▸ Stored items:
=== Begin Enclosure ===

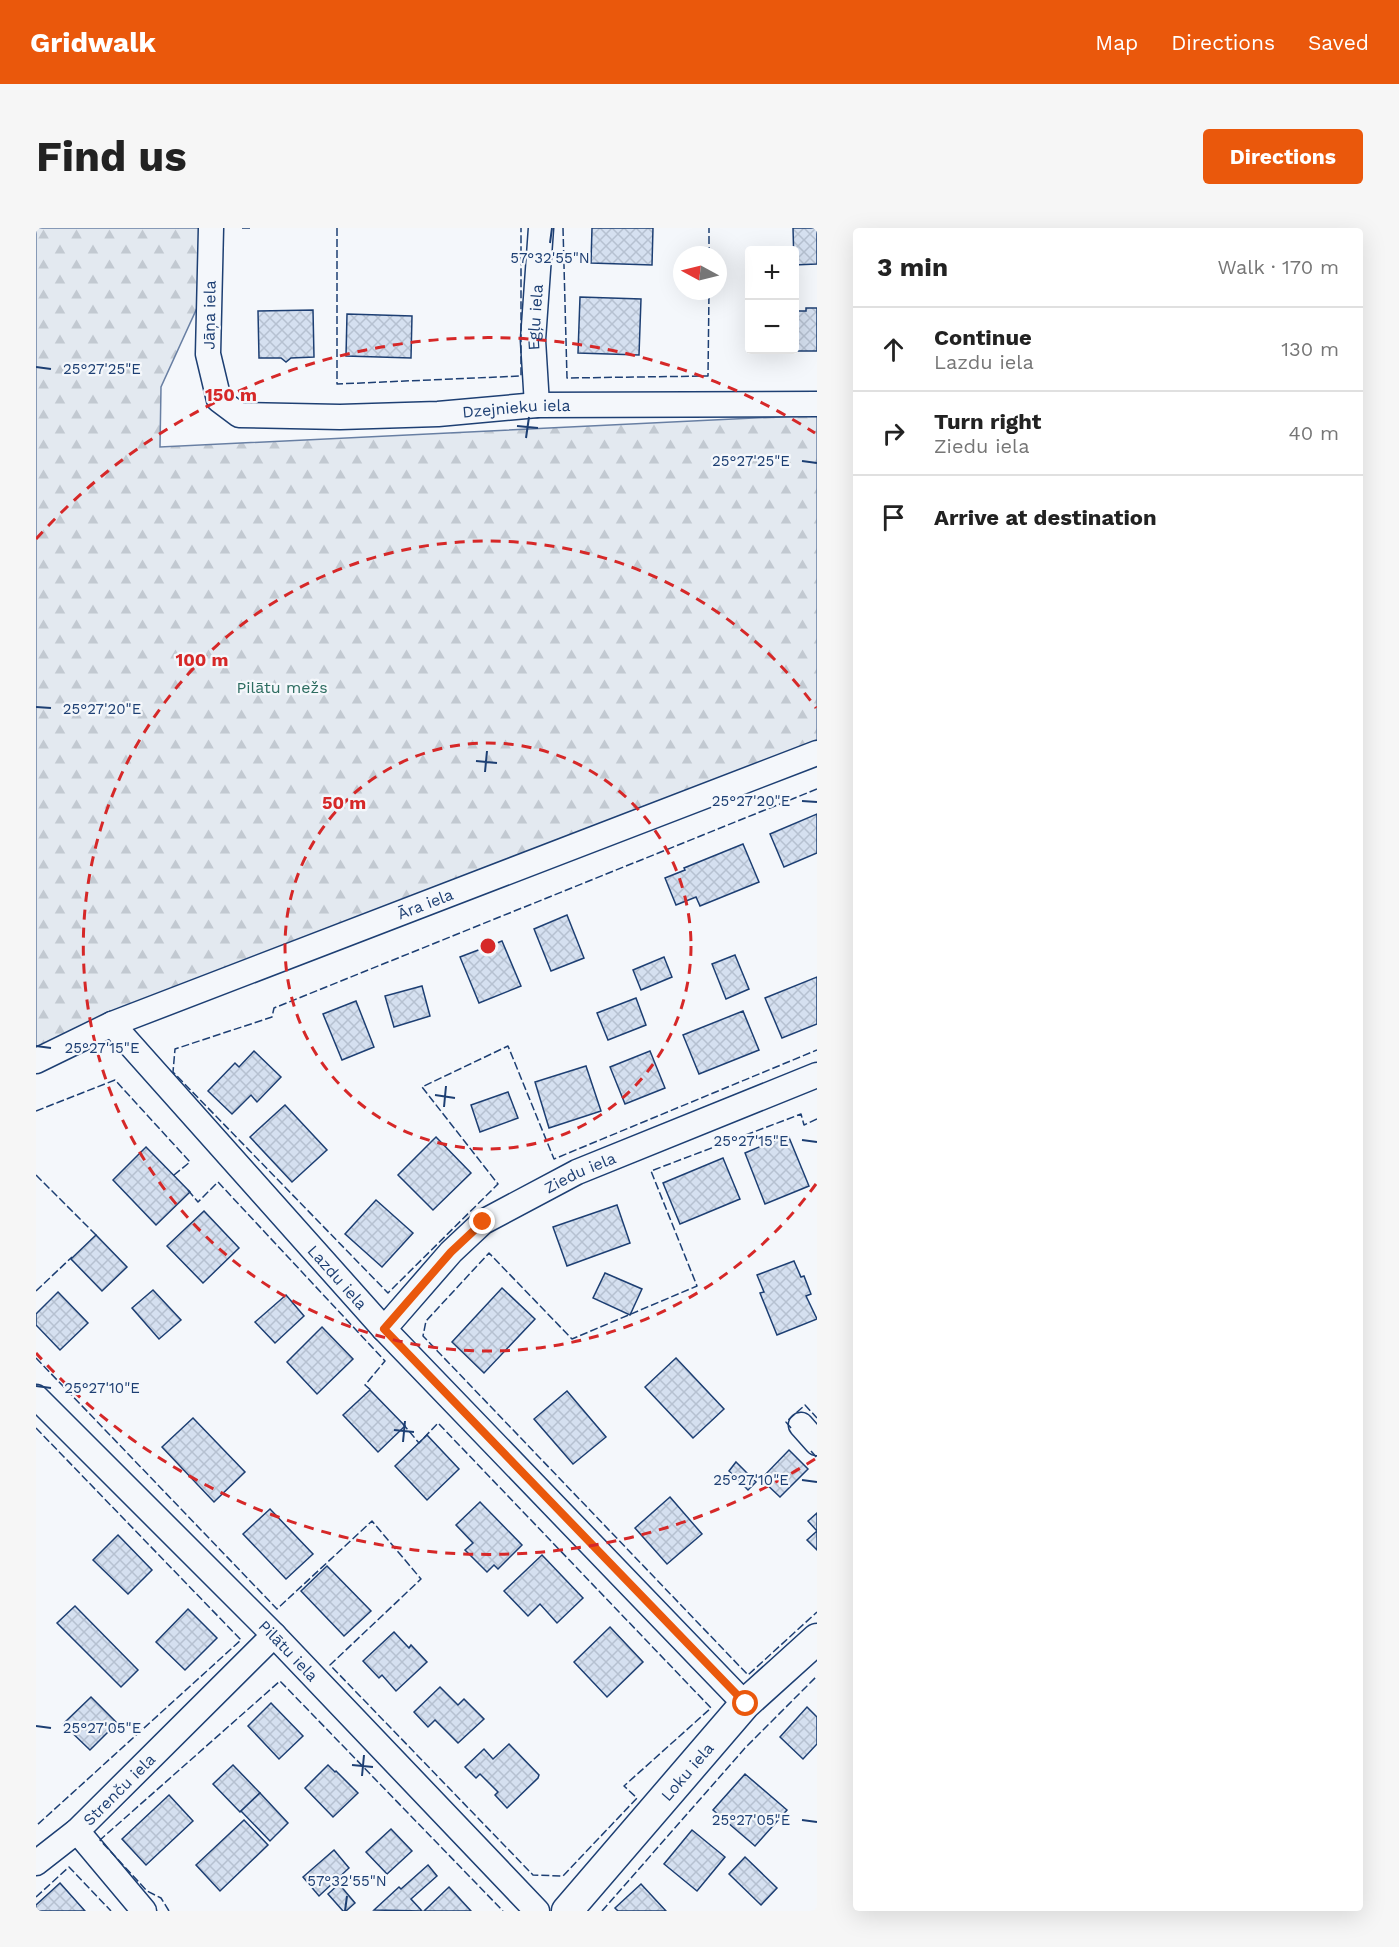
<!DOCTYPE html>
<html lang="en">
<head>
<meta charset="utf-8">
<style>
	:root { --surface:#fff; --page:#f6f6f6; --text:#222; --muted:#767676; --line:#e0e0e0; --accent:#ea580c }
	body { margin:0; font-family:"Work Sans",sans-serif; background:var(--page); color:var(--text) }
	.controls { position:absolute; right:18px; top:18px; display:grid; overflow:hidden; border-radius:6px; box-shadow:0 6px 24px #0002 }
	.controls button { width:54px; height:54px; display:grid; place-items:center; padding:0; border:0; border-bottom:2px solid var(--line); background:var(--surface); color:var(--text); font:30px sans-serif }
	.compass { position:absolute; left:637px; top:18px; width:54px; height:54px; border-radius:50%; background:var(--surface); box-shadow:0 6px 24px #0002; rotate:277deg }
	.stop { position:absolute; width:18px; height:18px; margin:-14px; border:4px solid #ea580c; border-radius:50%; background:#fff }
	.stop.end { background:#ea580c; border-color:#fff; box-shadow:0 2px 6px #0008 }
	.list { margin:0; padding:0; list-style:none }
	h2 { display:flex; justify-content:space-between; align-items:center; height:78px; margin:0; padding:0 24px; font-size:26px }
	h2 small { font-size:20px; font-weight:400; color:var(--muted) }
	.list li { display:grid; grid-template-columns:39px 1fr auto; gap:18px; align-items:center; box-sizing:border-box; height:84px; padding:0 24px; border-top:2px solid var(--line) }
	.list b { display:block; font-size:22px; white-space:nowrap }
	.list p { margin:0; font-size:20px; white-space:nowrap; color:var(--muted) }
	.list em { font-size:20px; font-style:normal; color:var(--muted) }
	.icon { flex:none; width:33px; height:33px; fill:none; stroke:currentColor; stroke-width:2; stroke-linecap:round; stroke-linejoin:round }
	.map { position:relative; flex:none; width:781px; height:1683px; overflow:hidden; border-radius:6px }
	header { display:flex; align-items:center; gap:36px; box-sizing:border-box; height:84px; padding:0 30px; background:var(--accent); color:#fff }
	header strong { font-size:28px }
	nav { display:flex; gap:33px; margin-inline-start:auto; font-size:21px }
	.intro { display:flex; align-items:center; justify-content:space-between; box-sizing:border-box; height:144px; padding:0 36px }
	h1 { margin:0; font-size:42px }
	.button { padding:15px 27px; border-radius:6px; background:var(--accent); color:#fff; font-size:21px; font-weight:700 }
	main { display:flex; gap:36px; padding:0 36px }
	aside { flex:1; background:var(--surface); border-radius:6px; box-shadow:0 6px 24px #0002 }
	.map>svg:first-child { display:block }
	.forest { fill:url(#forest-firs); stroke:#687fa3; stroke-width:1.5 }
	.building { fill:url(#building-cross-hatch); stroke:#1d3f73; stroke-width:1.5 }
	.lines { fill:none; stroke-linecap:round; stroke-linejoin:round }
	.minor-casing { stroke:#1d3f73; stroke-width:27 }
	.tertiary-casing { stroke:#1d3f73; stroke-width:33 }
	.minor { stroke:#f4f7fb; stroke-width:24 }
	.tertiary { stroke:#f4f7fb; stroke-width:30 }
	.fence { stroke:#1d3f73; stroke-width:1.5; stroke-dasharray:8 3; stroke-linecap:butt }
	.route { stroke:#ea580c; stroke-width:8 }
	.ticks { fill:none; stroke:#1d3f73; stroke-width:2 }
	.ring { fill:none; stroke:#d62828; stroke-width:3; stroke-dasharray:10 8 }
	.labels { text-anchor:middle; stroke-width:4.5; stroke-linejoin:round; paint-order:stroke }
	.street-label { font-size:16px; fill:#1d3f73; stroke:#f4f7fb }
	.park-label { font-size:16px; fill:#2c6c60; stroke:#f4f7fb }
	.ticks-label { font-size:15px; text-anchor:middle; fill:#1d3f73; stroke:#f4f7fb; stroke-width:4.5; stroke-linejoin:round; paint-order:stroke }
	.centre { fill:#d62828; stroke:#f4f7fb; stroke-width:3 }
	.ring-label { font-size:18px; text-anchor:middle; font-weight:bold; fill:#d62828; stroke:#f4f7fb; stroke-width:4.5; stroke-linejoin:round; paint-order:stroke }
</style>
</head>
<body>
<header>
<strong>Gridwalk</strong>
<nav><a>Map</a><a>Directions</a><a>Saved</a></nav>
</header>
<div class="intro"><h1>Find us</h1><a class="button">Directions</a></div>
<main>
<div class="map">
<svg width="781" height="1683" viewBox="0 0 781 1683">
	<defs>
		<pattern id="forest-firs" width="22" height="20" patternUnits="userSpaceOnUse" patternTransform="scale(1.5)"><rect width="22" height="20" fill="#e3e9f0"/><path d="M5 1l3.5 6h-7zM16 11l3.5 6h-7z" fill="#c2c9d1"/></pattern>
		<pattern id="building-cross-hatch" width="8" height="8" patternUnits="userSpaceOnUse" patternTransform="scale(1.5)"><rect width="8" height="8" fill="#d5e0f0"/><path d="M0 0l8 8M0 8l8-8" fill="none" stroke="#b6c1d1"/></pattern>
	</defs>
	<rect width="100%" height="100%" fill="#f4f7fb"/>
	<path class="forest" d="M0,0h171v58l-46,101 -1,60 657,-32v325l-704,275 -77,34z"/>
	<g class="building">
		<path d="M556,0h61l-1,37 -61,-2z"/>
		<path d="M757,0h24v36l-23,1z"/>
		<path d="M544,69l61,2 -2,56 -61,-2z"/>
		<path d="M770,80h11v43h-35v-1h12v-39h12z"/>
		<path d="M277,82l1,47 -23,1 -5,4 -5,-4h-22l-1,-47z"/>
		<path d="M311,86l65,2 -1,42 -65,-2z"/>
		<path d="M781,586v39l-33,14 -14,-33z"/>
		<path d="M707,616l16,38 -59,24 -4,-9 -20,8 -11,-27 20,-8 -1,-2z"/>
		<path d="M531,687l17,43 -33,13 -17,-42z"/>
		<path d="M466,713l19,45 -42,17 -19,-46z"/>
		<path d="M699,727l14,34 -23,10 -14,-35z"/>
		<path d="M628,729l8,20 -31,13 -8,-20z"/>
		<path d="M781,749v47l-35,14 -17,-40z"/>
		<path d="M386,758l8,30 -36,11 -9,-31z"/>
		<path d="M600,770l10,27 -38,15 -11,-27z"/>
		<path d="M320,773l18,46 -32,13 -19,-46z"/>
		<path d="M707,783l16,39 -60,24 -16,-39z"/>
		<path d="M218,823l27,26 -24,25 -6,-7 -19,19 -24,-23 27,-28 4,4z"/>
		<path d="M614,823l15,37 -40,16 -15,-37z"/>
		<path d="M550,838l15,45 -52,17 -14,-46z"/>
		<path d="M472,864l10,26 -38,14 -9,-27z"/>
		<path d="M249,877l42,45 -35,32 -42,-45z"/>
		<path d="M752,907l21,51 -44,18 -20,-51z"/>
		<path d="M400,909l35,36 -38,37 -35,-35z"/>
		<path d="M110,919l44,45 -34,33 -43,-45z"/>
		<path d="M687,930l17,41 -60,25 -17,-41z"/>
		<path d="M340,972l37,33 -31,34 -37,-33z"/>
		<path d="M581,977l13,38 -63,23 -14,-39z"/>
		<path d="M168,983l35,37 -36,35 -36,-37z"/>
		<path d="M60,1007l31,32 -25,24 -31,-32z"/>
		<path d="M758,1033l7,16 3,-1 7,18 -5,2 11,23 -40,16 -17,-42 4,-1 -7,-17z"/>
		<path d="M569,1045l37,16 -12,26 -37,-17z"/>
		<path d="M466,1060l33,31 -51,54 -32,-31z"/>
		<path d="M117,1062l28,30 -22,19 -27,-31z"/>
		<path d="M22,1064l30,31 -28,27 -24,-25v-11z"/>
		<path d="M250,1067l18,21 -29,27 -20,-21z"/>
		<path d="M286,1099l31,32 -36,35 -30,-32z"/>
		<path d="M640,1130l48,51 -31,29 -48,-51z"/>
		<path d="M334,1162l35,36 -27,26 -35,-37z"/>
		<path d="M531,1163l39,46 -33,27 -39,-45z"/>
		<path d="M157,1190l52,54 -31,30 -52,-55z"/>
		<path d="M391,1207l32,34 -32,31 -32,-34z"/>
		<path d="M753,1222l19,19 -28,28 -19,-18z"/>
		<path d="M700,1234l20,20 -8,8 -19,-19z"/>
		<path d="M634,1269l32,37 -35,30 -32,-36z"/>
		<path d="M444,1274l42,43 -24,24 -4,-4 -7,7 -22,-22 8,-7 -17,-18z"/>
		<path d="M234,1281l43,45 -27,25 -43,-45z"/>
		<path d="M781,1285v37l-10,-10 10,-9 -9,-10z"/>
		<path d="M82,1307l34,35 -24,24 -35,-34z"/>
		<path d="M506,1327l41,43 -26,25 -17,-19 -12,12 -24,-25z"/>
		<path d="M291,1338l44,45 -27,25 -43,-45z"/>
		<path d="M39,1378l63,64 -17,17 -64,-64z"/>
		<path d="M152,1381l29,29 -32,32 -29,-28z"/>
		<path d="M574,1399l33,35 -36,35 -33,-35z"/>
		<path d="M358,1404l15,16 2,-3 16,17 -31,29 -14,-16 -3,3 -16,-17z"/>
		<path d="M404,1459l18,18 6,-6 20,20 -26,24 -23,-23 -7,7 -14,-15z"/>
		<path d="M55,1469l26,26 -27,27 -27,-26z"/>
		<path d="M235,1475l32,33 -24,23 -31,-33z"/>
		<path d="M771,1479l10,10v27l-14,15 -23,-22z"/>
		<path d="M473,1516l30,31 -1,3 -31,30 -12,-13 3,-3 -18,-18 -4,4 -11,-11 19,-18 9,10z"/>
		<path d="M197,1537l27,28 -20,19 -27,-28z"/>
		<path d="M292,1537l7,7 1,-1 22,22 -25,24 -28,-29z"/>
		<path d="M709,1546l42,36 -32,36 -42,-36z"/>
		<path d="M224,1565l28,30 -18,18 -29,-30z"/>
		<path d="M133,1567l24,26 -47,44 -24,-26z"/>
		<path d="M208,1592l24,25 -48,46 -24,-26z"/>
		<path d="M355,1601l21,22 -25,23 -21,-22z"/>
		<path d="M656,1602l33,27 -28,34 -33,-27z"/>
		<path d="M298,1622l15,18 -30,28 -16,-19z"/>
		<path d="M709,1629l32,31 -16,17 -32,-31z"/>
		<path d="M392,1637l9,11 -26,23 11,12 -48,-1 25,-23 2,2z"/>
		<path d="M24,1655l25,28h-49v-6z"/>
		<path d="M303,1656l16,19 -9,8h-3l-15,-17z"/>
		<path d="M605,1656l25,27h-48l-3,-3z"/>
		<path d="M413,1659l22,24h-47z"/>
	</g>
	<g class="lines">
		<defs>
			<g id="minor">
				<path id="s1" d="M175,0l-3,126 11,46 20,15 101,2 98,-3 99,-9 280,-1"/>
				<path id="s2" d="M501,177l-4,-65 8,-112"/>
				<path id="s3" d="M76,796l272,305 361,375"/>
				<path id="s4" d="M0,833l76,-37 705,-271"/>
				<path id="s5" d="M348,1101l67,-77 32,-30 94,-50 240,-97"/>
				<path id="s6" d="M0,1169l238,238 263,276"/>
				<path d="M765,1197l16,18"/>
				<path d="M41,1603l67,80"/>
				<path id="s7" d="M0,1635l41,-32 197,-196"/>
			</g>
			<g id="tertiary">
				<path id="s8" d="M531,1683l178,-207 72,-65"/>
			</g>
		</defs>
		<use href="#minor" class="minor-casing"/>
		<use href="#tertiary" class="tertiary-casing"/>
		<use href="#minor" class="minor"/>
		<use href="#tertiary" class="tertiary"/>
		<g class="fence">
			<path d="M206,0h8"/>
			<path d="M301,0v156l184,-8v-148"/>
			<path d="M527,0l4,150 141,-2 1,-85"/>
			<path d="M673,27v-27"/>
			<path d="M781,561l-543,219 -2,9 -97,32 -2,23 215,221 110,-109 -76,-97 86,-41 46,113 263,-109"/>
			<path d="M0,883l79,-31 75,82 -16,13 1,2"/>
			<path d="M781,891l-13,6 -3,-11 -150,57 46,115 -125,53 -83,-86 -63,68 -3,15 325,339 69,-63"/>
			<path d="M0,947l60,60 -2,1"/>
			<path d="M152,962l10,12 20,-20 167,179 -20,24 7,6"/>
			<path d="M0,1063l36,-34"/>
			<path d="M0,1130l241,251 95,-88 49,58 -91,86 203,210 30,1 74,-78 -13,-12 87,-78 -273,-285 -19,20 -16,-19"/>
			<path d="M0,1200l205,212 -205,186"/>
			<path d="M755,1200l-5,-6 19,-17 12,13"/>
			<path d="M775,1223l6,7"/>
			<path d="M0,1669l33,-30 42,44"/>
			<path d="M133,1683l-8,-13 -14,-7 -47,-51 180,-159 223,230"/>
			<path d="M566,1683l143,-163 72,-72"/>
		</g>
	</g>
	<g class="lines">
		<path class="route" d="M447,994l-32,30 -67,77 362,375"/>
	</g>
	<path class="ticks" d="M514,15l2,-15M0,139l15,2M481,198l21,2M490,210l3,-21M766,233l15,2M0,479l15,1M440,533l21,2M449,544l2,-21M766,573l15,1M0,818l15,2M399,867l20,3M408,879l2,-21M766,912l15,2M0,1158l15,2M358,1202l20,2M367,1214l2,-21M766,1252l15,2M0,1498l15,2M316,1537l21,2M326,1548l2,-21M766,1592l15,2M309,1683l2,-15"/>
	<g class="ring">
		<circle cx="452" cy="718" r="203"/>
		<path d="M780 956A405 405 0 1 1 780 480"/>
		<path d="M779 1231A608 608 0 0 1 0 1125M0 311A608 608 0 0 1 779 205"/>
	</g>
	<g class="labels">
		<g class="street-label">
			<text transform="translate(173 87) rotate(-89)" y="6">Jāņa iela</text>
			<text dy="6" stroke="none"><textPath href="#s2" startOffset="88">Egļu iela</textPath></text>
			<text dy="6" stroke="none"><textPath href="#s1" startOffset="476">Dzejnieku iela</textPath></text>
			<text dy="6" stroke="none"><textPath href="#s4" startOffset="420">Āra iela</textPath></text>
			<text dy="6" stroke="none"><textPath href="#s5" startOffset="255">Ziedu iela</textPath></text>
			<text dy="6" stroke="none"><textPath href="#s3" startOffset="339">Lazdu iela</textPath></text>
			<text dy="6" stroke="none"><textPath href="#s6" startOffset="358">Pilātu iela</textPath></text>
			<text dy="6" stroke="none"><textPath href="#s8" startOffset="184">Loku iela</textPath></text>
			<text dy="6" stroke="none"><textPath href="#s7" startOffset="111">Strenču iela</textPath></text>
		</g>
		<g class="park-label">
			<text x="246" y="465">Pilātu mežs</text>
		</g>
	</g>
	<g class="ticks-label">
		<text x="514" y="35">57°32'55"N</text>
		<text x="66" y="146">25°27'25"E</text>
		<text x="715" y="238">25°27'25"E</text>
		<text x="66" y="486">25°27'20"E</text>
		<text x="715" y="578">25°27'20"E</text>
		<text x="66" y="825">25°27'15"E</text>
		<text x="715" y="918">25°27'15"E</text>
		<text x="66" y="1165">25°27'10"E</text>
		<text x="715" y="1257">25°27'10"E</text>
		<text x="66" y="1505">25°27'05"E</text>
		<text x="715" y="1597">25°27'05"E</text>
		<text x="311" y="1658">57°32'55"N</text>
	</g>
	<circle cx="452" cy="718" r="9" class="centre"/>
	<g class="ring-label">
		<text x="195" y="173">150 m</text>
		<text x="166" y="438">100 m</text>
		<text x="308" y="581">50 m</text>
	</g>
</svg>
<div class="controls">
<button>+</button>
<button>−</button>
</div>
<svg class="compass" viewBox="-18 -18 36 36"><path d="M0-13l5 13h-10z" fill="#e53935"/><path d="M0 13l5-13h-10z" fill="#767676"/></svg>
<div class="stop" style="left:710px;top:1476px"></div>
<div class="stop end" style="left:447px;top:994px"></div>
</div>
<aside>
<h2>3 min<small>Walk · 170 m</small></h2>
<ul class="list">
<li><svg class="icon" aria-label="ahead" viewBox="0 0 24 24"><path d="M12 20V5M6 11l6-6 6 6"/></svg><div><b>Continue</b><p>Lazdu iela</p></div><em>130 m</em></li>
<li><svg class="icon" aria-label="right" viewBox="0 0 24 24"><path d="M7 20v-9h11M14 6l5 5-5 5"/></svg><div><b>Turn right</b><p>Ziedu iela</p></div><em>40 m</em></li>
<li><svg class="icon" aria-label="arrive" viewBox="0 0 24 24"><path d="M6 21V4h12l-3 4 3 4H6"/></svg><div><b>Arrive at destination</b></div></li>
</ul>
</aside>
</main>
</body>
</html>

=== End Enclosure ===

▸ PROBLEM DESCRIPTION:
Would you repeat exactly, and only, the lines from the start of the records above through the line containing "--surface:#fff; --page:#f6f6f6; --text:#222;", with the pictures omitted?

▸ OUTPUT FOR THIS TASK:
<!DOCTYPE html>
<html lang="en">
<head>
<meta charset="utf-8">
<style>
	:root { --surface:#fff; --page:#f6f6f6; --text:#222; --muted:#767676; --line:#e0e0e0; --accent:#ea580c }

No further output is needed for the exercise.